To underscore its commitment to its traditional energy business, BP held an investor meeting in Denver in October to highlight its onshore U.S. energy footprint. It plans to double production to 650,000 barrels a day by 2030 and could quadruple annual free cash flow to $4 billion.
BP targets about $55 billion of earnings before interest, taxes, depreciation, and amortization, or Ebitda, in 2030, up from an estimated $43 billion in 2023, with about $12 billion coming from its transition businesses, up from $4 billion in 2022. If it can hit that overall target, there should be plenty of room for dividend increases and ample share buybacks.
The company has plenty of oil and natural gas in the ground. BP puts its currently recoverable resource base at 18 billion barrels of oil equivalent—20 years of production at current levels.

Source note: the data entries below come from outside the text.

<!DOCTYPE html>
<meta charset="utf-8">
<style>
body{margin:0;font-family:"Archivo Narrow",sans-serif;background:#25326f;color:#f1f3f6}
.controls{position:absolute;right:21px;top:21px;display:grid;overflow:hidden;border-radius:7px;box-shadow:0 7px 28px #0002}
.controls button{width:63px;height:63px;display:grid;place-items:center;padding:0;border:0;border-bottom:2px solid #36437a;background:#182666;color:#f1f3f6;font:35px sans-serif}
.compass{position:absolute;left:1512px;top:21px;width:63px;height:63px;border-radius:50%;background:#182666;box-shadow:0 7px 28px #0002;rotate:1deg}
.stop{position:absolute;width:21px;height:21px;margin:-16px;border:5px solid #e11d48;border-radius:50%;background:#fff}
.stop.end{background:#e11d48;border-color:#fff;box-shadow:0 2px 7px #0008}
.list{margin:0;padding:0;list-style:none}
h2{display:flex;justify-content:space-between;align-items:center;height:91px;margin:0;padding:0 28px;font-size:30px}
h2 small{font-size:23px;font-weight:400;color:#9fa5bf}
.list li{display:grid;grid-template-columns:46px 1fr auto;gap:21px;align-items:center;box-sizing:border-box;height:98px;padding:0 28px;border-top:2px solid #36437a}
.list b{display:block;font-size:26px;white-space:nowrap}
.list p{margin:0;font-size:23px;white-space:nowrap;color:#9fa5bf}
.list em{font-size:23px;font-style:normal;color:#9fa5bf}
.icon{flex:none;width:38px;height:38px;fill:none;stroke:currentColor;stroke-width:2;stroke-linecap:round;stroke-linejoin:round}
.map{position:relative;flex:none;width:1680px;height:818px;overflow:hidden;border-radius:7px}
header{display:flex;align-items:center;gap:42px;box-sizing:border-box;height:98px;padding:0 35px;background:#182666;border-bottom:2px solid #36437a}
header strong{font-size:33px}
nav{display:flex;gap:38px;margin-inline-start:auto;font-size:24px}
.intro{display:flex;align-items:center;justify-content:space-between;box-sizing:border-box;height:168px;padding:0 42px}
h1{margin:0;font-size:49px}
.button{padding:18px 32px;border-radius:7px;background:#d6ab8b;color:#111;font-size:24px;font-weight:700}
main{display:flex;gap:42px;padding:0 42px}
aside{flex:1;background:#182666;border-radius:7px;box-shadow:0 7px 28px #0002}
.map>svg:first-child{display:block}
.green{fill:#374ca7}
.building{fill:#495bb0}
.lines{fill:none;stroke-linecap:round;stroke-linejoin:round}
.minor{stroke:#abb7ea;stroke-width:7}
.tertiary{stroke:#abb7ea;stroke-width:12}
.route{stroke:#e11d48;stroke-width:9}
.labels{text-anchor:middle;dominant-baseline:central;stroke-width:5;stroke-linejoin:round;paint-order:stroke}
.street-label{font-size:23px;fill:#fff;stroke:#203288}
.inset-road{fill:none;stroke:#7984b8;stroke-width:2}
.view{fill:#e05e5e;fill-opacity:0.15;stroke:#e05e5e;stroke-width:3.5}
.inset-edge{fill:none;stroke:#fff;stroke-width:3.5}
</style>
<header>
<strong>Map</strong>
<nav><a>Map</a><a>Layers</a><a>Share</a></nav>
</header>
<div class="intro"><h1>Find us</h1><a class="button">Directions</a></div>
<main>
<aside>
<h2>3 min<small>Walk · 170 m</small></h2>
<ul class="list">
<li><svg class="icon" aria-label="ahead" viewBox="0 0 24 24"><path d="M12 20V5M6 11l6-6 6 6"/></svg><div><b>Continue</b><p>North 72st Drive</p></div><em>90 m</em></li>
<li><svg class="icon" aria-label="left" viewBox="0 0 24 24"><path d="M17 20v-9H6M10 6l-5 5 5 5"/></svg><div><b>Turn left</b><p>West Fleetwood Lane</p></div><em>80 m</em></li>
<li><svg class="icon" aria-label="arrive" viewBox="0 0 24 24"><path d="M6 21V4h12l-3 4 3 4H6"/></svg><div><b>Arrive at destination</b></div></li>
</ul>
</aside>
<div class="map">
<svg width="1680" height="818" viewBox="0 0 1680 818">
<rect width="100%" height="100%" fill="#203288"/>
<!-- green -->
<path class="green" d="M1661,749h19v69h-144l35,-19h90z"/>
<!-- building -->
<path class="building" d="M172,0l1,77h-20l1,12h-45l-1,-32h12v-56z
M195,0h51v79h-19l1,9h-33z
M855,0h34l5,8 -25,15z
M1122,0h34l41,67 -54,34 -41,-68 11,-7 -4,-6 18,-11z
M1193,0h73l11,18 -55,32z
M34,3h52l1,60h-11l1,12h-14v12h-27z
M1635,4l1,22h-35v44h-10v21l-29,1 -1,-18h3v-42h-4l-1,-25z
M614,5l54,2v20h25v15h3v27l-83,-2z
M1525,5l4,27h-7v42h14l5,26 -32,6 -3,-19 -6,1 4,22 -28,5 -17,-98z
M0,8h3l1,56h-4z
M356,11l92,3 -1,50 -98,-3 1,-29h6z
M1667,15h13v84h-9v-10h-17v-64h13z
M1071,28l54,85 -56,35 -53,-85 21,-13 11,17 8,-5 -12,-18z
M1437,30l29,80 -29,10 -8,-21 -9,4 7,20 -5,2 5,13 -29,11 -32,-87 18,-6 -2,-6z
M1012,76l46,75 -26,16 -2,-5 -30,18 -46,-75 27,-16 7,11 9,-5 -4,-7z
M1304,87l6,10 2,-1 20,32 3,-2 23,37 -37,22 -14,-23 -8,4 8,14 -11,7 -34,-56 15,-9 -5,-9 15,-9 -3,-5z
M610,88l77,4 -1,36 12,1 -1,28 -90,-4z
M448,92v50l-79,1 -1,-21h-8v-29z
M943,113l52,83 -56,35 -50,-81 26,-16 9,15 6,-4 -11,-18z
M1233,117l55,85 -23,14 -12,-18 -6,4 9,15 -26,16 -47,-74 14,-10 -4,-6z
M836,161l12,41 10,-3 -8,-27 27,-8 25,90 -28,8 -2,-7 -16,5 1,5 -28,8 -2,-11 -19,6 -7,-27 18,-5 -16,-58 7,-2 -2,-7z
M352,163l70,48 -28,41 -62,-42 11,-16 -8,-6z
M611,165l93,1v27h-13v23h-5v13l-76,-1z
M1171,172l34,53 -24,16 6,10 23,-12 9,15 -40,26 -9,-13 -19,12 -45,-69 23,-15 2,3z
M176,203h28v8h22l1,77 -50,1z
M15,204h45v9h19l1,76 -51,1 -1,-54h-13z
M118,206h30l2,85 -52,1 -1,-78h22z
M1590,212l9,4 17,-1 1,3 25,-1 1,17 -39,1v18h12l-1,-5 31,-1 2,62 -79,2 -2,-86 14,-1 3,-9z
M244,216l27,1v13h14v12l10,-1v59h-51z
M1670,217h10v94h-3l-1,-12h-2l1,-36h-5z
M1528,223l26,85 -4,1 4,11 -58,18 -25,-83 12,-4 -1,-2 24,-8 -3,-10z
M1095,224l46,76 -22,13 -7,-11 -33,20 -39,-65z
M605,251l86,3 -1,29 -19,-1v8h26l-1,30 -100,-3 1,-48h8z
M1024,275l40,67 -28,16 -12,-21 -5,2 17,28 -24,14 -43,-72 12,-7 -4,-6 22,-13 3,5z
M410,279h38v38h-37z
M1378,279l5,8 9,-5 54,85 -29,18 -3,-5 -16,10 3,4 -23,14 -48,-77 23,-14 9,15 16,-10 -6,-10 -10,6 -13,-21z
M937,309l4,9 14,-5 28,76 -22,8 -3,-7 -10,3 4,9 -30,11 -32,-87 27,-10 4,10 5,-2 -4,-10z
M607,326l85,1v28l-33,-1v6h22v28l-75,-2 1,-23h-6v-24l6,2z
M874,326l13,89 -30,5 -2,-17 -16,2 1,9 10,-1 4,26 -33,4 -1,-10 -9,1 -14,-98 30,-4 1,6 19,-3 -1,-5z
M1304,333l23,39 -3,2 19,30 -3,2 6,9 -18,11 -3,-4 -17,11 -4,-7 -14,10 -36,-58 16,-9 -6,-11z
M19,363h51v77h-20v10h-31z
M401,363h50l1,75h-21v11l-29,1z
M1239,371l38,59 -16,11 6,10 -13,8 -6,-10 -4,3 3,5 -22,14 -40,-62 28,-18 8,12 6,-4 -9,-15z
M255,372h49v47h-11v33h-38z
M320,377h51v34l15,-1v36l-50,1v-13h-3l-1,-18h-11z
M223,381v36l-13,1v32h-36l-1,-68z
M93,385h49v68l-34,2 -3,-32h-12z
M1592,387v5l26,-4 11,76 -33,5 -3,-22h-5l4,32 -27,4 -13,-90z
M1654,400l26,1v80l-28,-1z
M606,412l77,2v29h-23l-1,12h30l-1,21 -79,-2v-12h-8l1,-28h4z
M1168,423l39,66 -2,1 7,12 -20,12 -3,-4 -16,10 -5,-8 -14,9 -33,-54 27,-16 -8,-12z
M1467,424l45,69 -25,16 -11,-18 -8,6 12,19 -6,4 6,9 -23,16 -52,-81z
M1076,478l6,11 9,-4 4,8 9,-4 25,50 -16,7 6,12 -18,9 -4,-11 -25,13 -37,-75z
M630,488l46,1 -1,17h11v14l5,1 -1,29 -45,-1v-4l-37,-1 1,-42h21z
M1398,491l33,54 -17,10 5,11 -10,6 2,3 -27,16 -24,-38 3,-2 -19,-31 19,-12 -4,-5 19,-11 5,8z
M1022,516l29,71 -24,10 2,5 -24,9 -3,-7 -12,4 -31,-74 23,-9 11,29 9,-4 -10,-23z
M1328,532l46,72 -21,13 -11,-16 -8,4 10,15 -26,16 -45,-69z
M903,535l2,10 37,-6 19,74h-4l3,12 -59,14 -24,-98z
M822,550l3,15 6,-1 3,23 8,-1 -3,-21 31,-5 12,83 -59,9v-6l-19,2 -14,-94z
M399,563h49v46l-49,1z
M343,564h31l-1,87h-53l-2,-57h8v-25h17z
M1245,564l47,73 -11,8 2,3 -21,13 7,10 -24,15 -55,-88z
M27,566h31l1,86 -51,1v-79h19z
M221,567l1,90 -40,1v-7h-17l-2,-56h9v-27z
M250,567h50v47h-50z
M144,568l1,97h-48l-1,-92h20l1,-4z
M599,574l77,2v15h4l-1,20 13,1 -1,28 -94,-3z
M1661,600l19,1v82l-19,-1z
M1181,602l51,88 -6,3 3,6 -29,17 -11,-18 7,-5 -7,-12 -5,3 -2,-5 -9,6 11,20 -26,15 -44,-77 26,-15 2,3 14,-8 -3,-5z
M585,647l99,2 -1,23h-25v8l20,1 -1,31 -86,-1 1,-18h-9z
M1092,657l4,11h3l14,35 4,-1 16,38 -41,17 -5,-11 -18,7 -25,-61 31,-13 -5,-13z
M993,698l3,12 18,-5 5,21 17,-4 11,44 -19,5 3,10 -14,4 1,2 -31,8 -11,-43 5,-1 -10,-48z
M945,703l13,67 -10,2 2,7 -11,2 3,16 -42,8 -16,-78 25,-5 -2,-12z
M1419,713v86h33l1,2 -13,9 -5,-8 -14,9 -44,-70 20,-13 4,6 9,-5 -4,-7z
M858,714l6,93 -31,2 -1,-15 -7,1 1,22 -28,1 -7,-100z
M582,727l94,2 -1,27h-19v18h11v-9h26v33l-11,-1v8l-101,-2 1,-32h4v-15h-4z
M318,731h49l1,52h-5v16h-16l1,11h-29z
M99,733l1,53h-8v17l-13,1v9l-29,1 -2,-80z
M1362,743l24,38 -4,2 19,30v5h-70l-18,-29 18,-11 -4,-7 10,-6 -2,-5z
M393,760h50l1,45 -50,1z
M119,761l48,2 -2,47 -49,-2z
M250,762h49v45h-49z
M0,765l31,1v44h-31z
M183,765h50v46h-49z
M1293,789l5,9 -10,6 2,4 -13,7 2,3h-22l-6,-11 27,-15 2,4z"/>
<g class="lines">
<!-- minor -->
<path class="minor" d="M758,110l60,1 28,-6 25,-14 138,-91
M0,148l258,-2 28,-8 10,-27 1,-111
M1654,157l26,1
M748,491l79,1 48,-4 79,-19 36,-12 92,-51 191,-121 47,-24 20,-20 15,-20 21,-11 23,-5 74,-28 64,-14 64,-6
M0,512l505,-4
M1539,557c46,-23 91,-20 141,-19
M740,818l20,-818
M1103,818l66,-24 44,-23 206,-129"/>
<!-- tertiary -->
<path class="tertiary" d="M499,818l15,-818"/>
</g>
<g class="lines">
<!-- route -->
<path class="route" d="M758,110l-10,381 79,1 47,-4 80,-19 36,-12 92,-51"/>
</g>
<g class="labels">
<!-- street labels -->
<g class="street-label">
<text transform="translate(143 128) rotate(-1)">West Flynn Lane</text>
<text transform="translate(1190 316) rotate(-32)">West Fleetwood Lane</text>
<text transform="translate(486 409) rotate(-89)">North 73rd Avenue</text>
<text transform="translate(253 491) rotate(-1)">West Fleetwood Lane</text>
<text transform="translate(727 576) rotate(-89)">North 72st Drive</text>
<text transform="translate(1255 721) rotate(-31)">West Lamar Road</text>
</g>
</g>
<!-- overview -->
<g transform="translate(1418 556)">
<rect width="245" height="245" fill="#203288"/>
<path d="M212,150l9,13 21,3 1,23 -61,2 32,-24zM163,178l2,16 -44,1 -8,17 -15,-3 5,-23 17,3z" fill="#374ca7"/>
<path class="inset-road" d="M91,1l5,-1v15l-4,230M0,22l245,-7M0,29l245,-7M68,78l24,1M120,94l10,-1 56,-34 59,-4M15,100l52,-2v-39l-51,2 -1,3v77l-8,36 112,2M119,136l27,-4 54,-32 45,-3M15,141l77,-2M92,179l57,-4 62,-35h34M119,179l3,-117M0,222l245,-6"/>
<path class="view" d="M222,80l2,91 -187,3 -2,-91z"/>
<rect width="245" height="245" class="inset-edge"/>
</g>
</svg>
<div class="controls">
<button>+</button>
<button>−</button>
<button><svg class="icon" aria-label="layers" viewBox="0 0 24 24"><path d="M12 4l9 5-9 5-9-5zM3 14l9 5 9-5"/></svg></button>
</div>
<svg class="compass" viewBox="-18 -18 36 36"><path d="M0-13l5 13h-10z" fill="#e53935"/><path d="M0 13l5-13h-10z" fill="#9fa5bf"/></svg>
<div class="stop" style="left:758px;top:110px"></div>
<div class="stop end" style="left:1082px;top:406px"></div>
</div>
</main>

“The stock has flatlined in the past year despite wholesale upgrading the returns and earnings profile of the business,” says Cyprian Yonge, an investment analyst at T. Rowe Price, a BP holder.
Even with the pivot, BP isn’t going to be mistaken for Exxon or Chevron. Its slogan is “performing while transforming.” The company plans to spend about $16 billion annually on capital expenditure through 2030, with about $7 billion of that total on what it calls “transition growth engines.” That’s a much higher percentage than at the U.S. majors.
Investors aren’t happy with BP’s wind business, where it took a $540 million charge last year for a financially unviable offshore project in New York state in partnership with Norwegian oil company
Equinor.
Instead, investors would rather see the company focus on its desirable and growing mobility and convenience division, which houses its gas stations, related convenience stores, and EV charging stations.
T. Rowe’s Yonge says the company needs to “deliver in upstream and focus on the higher-return parts of the low-carbon value chain.”
There’s also a chance that BP will attract an activist investor, as Shell has. An activist could seek to break up the company, given its high estimated sum-of-the-parts value. With its large but digestible market value of less than $100 billion and $22 billion of net debt, it could be a good acquisition candidate for the larger Shell. BP is now valued at two times its projected 2030 Ebitda, a rock-bottom multiple. London-based BP is closely associated with its home country, but like Shell, it would benefit if it redomiciled in the oil-friendlier U.S.
There are a lot of things that could go right at BP, and not a lot is factored into a depressed stock with a pretty secure 5% dividend yield. It’s a low-risk way to play the future of oil—and perhaps a lot more.